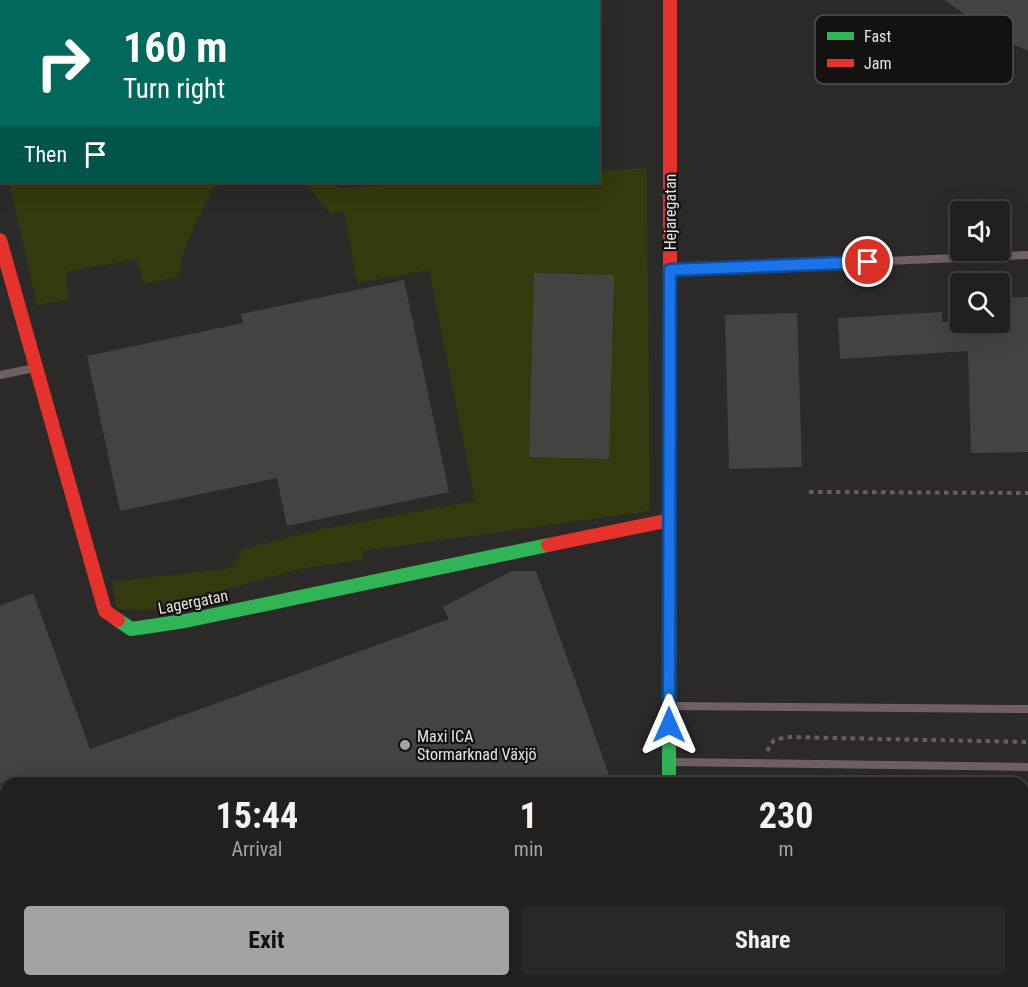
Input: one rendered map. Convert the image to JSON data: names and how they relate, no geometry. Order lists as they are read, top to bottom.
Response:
{
  "streets": {
    "street": ["Hejaregatan", "Lagergatan"]
  },
  "crossings": [
    ["Hejaregatan", "Lagergatan"]
  ],
  "places": ["Maxi ICA Stormarknad Växjö"],
  "legend": ["Fast", "Jam"],
  "page": {
    "turn": ["160 m", "Turn right"],
    "then": "Then",
    "eta": [
      "15:44",
      "Arrival",
      "1",
      "min",
      "230",
      "m"
    ],
    "buttons": ["Exit", "Share"]
  }
}
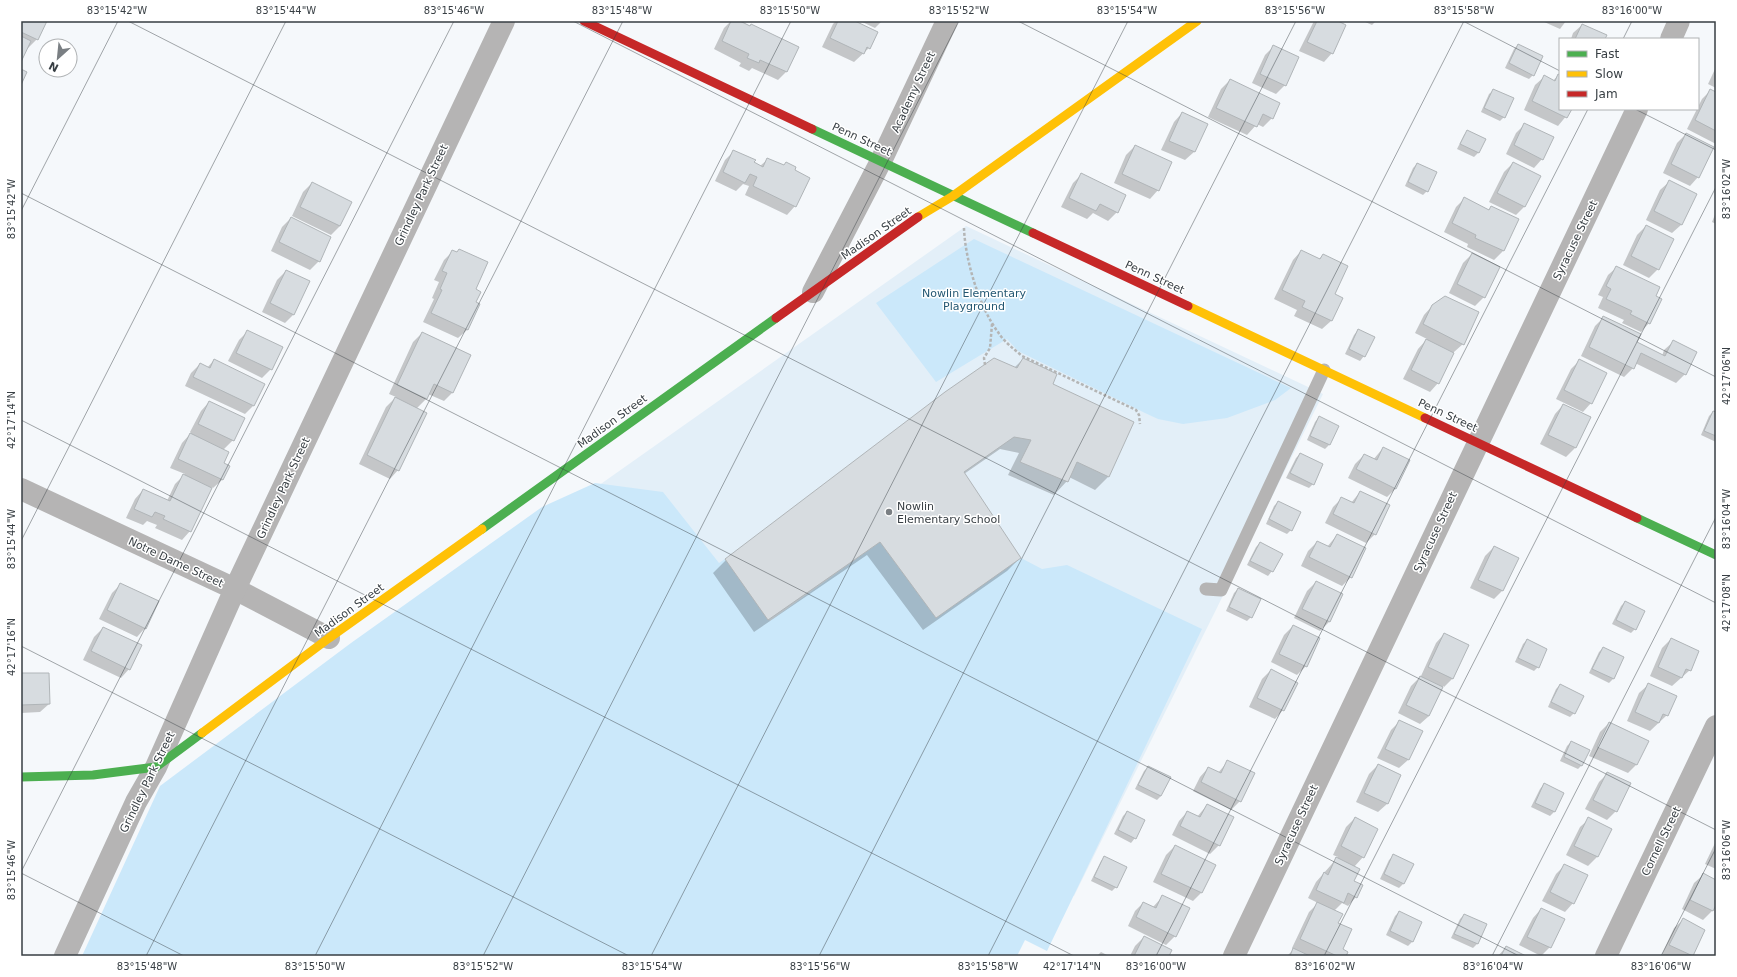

****************

Return the full listing above exactly as written, and omit the pictures.

◆ **EXERCISE RESULT**
Input: one rendered map. Convert the image to JSON data: names and how they relate, no geometry. Order lists as they are read, top to bottom.
Response:
{
  "streets": {
    "street": ["Hejaregatan", "Lagergatan"]
  },
  "crossings": [
    ["Hejaregatan", "Lagergatan"]
  ],
  "places": ["Maxi ICA Stormarknad Växjö"],
  "legend": ["Fast", "Jam"],
  "page": {
    "turn": ["160 m", "Turn right"],
    "then": "Then",
    "eta": [
      "15:44",
      "Arrival",
      "1",
      "min",
      "230",
      "m"
    ],
    "buttons": ["Exit", "Share"]
  }
}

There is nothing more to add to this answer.